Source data
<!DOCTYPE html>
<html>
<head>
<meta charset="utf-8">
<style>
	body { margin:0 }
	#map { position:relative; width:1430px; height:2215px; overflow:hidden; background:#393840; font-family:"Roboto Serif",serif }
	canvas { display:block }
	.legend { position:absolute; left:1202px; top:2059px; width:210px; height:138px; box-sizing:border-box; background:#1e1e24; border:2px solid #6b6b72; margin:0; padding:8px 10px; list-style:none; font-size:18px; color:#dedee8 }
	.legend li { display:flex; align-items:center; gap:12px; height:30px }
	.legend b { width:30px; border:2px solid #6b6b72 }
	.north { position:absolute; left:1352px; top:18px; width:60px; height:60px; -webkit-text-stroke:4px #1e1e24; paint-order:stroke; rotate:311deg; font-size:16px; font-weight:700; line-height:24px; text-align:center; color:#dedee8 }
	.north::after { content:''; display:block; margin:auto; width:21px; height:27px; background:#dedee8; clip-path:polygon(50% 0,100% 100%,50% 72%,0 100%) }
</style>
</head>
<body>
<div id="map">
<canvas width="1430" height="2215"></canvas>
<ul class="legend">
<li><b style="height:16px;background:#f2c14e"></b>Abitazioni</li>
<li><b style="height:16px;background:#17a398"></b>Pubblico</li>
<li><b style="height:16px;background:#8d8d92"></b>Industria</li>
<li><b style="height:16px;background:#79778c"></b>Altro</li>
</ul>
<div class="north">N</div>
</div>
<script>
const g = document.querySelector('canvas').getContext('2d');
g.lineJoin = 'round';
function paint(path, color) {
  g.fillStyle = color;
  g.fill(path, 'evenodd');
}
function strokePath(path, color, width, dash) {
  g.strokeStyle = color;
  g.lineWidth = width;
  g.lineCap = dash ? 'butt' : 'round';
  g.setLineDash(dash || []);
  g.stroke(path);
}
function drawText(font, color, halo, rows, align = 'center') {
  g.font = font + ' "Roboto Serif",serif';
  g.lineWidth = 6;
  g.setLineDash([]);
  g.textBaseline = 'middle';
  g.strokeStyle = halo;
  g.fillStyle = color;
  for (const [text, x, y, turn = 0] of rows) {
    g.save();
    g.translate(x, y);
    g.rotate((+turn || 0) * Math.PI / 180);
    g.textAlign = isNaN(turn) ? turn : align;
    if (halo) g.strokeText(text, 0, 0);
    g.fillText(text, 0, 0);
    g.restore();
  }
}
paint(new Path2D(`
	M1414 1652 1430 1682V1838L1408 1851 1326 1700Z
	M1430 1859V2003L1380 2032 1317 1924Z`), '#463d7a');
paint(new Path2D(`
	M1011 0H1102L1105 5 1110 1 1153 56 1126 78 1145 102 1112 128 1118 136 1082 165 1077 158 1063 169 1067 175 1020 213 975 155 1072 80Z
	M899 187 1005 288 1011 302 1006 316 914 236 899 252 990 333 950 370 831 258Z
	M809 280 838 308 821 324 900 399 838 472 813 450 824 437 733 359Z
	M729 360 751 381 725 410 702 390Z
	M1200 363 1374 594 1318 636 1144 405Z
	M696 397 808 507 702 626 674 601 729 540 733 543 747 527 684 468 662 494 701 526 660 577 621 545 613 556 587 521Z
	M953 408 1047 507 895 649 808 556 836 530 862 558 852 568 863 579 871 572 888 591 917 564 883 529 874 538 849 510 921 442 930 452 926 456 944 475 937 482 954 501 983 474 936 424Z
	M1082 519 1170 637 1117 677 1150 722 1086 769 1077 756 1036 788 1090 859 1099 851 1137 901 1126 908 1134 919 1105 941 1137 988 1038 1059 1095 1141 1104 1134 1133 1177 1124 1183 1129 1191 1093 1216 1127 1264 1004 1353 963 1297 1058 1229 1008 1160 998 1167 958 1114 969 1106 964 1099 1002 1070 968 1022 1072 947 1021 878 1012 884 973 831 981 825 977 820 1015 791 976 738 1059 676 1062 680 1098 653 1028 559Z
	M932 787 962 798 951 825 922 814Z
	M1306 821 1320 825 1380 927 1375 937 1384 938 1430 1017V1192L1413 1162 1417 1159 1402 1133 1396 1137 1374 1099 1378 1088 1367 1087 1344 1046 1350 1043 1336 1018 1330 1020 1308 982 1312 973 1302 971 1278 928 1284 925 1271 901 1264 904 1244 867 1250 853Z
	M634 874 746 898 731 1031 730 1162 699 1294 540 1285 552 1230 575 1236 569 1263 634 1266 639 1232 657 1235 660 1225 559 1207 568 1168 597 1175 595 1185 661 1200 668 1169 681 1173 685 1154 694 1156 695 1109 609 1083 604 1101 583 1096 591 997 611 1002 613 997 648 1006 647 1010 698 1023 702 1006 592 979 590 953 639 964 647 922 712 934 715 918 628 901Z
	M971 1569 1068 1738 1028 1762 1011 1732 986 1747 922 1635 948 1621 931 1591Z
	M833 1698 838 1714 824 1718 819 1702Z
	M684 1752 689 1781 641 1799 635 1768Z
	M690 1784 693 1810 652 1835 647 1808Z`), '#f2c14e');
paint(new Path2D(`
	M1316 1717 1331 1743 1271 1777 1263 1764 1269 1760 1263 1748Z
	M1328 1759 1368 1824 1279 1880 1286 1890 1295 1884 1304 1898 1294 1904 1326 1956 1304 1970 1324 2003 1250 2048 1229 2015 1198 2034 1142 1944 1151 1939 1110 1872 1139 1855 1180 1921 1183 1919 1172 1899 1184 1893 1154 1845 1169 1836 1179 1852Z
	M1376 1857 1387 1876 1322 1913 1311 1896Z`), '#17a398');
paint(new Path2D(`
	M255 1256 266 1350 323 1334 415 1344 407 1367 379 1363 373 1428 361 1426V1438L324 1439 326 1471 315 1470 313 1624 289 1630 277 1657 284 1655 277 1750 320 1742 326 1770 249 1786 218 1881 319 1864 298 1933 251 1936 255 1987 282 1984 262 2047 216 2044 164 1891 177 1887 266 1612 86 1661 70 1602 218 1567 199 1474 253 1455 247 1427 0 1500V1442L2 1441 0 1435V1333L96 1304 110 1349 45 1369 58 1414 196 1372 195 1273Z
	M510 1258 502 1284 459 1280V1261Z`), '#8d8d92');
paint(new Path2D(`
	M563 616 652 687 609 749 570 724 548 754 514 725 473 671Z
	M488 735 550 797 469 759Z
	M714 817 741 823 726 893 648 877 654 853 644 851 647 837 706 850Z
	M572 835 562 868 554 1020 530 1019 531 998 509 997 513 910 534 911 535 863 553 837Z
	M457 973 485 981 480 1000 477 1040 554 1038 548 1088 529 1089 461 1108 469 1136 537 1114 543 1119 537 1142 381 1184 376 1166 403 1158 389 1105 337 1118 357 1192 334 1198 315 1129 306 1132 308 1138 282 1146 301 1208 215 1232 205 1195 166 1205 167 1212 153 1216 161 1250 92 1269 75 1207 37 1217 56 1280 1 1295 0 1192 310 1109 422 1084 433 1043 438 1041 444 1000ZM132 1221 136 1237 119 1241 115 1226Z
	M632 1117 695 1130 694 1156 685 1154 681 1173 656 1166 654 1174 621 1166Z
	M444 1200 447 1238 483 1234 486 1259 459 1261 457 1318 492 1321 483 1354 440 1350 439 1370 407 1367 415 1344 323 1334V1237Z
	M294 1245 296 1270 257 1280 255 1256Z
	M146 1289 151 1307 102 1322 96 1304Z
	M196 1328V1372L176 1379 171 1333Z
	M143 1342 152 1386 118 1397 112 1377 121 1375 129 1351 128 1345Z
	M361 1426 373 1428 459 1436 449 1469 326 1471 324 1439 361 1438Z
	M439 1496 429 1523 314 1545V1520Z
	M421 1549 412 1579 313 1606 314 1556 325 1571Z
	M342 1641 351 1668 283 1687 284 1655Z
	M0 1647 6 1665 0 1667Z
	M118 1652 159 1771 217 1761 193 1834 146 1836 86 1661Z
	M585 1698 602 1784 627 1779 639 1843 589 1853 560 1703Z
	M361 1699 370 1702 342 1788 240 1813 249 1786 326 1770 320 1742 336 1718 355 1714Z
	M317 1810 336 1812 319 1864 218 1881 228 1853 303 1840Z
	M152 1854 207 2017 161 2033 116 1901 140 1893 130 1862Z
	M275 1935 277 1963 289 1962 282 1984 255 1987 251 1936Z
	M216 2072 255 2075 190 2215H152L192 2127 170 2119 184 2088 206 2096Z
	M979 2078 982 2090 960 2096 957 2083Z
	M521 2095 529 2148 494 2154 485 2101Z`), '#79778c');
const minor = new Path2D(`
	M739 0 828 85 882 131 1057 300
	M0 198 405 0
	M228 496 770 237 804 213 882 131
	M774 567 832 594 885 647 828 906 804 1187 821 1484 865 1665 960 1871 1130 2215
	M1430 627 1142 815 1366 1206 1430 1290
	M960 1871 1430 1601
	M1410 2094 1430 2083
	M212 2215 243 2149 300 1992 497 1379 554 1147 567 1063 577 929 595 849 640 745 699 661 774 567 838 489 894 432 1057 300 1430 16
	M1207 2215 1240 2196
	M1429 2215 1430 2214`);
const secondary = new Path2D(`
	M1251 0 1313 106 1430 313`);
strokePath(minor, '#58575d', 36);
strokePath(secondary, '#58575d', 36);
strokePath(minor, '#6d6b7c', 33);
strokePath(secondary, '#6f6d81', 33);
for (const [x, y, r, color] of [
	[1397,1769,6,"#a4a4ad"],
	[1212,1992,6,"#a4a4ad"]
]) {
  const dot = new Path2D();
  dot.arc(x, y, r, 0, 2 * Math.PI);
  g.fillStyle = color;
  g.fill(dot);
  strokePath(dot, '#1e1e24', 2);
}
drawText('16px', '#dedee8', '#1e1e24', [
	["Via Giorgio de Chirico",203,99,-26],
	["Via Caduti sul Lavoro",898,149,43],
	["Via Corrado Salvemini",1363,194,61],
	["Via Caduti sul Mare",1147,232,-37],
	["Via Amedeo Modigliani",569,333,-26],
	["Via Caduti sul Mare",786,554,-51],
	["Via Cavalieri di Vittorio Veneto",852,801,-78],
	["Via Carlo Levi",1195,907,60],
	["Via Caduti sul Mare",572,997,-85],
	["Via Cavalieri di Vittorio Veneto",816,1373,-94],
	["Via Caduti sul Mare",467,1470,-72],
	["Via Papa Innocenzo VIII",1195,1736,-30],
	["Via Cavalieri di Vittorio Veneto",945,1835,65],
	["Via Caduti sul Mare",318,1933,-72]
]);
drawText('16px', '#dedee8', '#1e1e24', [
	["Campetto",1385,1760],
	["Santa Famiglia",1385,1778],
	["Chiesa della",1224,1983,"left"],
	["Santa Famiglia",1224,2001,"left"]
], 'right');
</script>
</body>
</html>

**Task details**
Search the records for the word "Famiglia", then list every line that has it.

**Written solution**
	["Santa Famiglia",1385,1778],
	["Santa Famiglia",1224,2001,"left"]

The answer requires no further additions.